11. Por mais que, a princípio, os precatórios alimentícios possam parecer não se enquadrar no conceito de "ativos financeiros", ou como direitos creditórios originários de operações realizadas no segmento de prestações de serviços, tal questão pode ser resolvida através de uma manifestação do Colegiado, em análise do caso concreto e sem a necessidade de se alterar a Instrução CVM nº 356/01.

12. É que, sendo a criação de normas no âmbito da competência legal da CVM, prevista na Lei nº 6.385/76, atribuídas ao Colegiado da autarquia, entende-se que seria possível que este, diante do caso concreto, venha a decidir aplicar ou afastar a aplicação de determinado normativo de sua competência.

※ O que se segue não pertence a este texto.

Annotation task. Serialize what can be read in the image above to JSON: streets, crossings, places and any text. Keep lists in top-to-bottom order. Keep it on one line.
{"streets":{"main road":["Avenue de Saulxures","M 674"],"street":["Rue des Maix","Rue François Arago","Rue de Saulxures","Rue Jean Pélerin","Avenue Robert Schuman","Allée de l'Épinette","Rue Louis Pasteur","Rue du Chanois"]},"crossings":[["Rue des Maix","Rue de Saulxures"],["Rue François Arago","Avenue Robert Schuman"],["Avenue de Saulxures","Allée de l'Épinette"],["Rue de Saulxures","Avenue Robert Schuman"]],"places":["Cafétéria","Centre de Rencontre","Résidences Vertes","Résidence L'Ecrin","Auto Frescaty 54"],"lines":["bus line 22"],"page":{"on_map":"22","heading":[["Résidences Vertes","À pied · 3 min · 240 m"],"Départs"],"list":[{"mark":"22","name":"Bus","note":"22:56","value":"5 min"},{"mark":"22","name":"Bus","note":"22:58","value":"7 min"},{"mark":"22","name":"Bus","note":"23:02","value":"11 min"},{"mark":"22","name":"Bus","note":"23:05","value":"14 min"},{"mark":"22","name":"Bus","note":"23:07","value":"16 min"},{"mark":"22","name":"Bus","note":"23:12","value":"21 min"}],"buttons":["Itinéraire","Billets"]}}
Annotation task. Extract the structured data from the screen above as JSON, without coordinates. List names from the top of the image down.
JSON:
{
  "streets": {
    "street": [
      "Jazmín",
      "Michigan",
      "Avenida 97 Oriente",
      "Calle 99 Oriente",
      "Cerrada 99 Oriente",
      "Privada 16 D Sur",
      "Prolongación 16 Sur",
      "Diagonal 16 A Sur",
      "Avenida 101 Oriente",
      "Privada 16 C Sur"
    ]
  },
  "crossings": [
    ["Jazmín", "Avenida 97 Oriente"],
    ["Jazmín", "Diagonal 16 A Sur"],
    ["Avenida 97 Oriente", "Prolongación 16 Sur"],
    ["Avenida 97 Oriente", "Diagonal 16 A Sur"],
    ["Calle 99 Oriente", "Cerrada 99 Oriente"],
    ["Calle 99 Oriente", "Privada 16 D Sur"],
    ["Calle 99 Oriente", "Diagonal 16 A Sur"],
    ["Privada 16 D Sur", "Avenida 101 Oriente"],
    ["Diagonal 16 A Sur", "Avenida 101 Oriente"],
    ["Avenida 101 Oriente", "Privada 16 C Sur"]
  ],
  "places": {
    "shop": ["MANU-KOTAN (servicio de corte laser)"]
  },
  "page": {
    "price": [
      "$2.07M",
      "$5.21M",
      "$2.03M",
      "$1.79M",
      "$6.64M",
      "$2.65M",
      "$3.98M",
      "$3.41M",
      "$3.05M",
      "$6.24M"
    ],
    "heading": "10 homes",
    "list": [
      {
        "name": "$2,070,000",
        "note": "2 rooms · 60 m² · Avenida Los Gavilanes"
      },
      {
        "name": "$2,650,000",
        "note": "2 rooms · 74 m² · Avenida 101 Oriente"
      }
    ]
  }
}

13. No que se refere ao presente caso concreto, e na linha do entendimento manifestado pela PJU, para que se possa compor a carteira de um FIDC com precatórios alimentícios, é necessário que, adicionalmente, a Procuradoria Geral do Estado certifique a veracidade, a legitimidade, a realidade dos precatórios alimentícios objeto do fundo de direitos creditório em questão, uma vez que escaparia a esta Autarquia a competência para tanto.

14. Por todo o exposto, voto no sentido de se aprovar, especificamente para o caso concreto, que a ASM Asset Management Ltda venha a constituir fundo de investimento em direito creditório com lastro em precatórios alimentícios, desde que a garantia de regularidade de tais precatórios seja feita pela Procuradoria Geral do Estado.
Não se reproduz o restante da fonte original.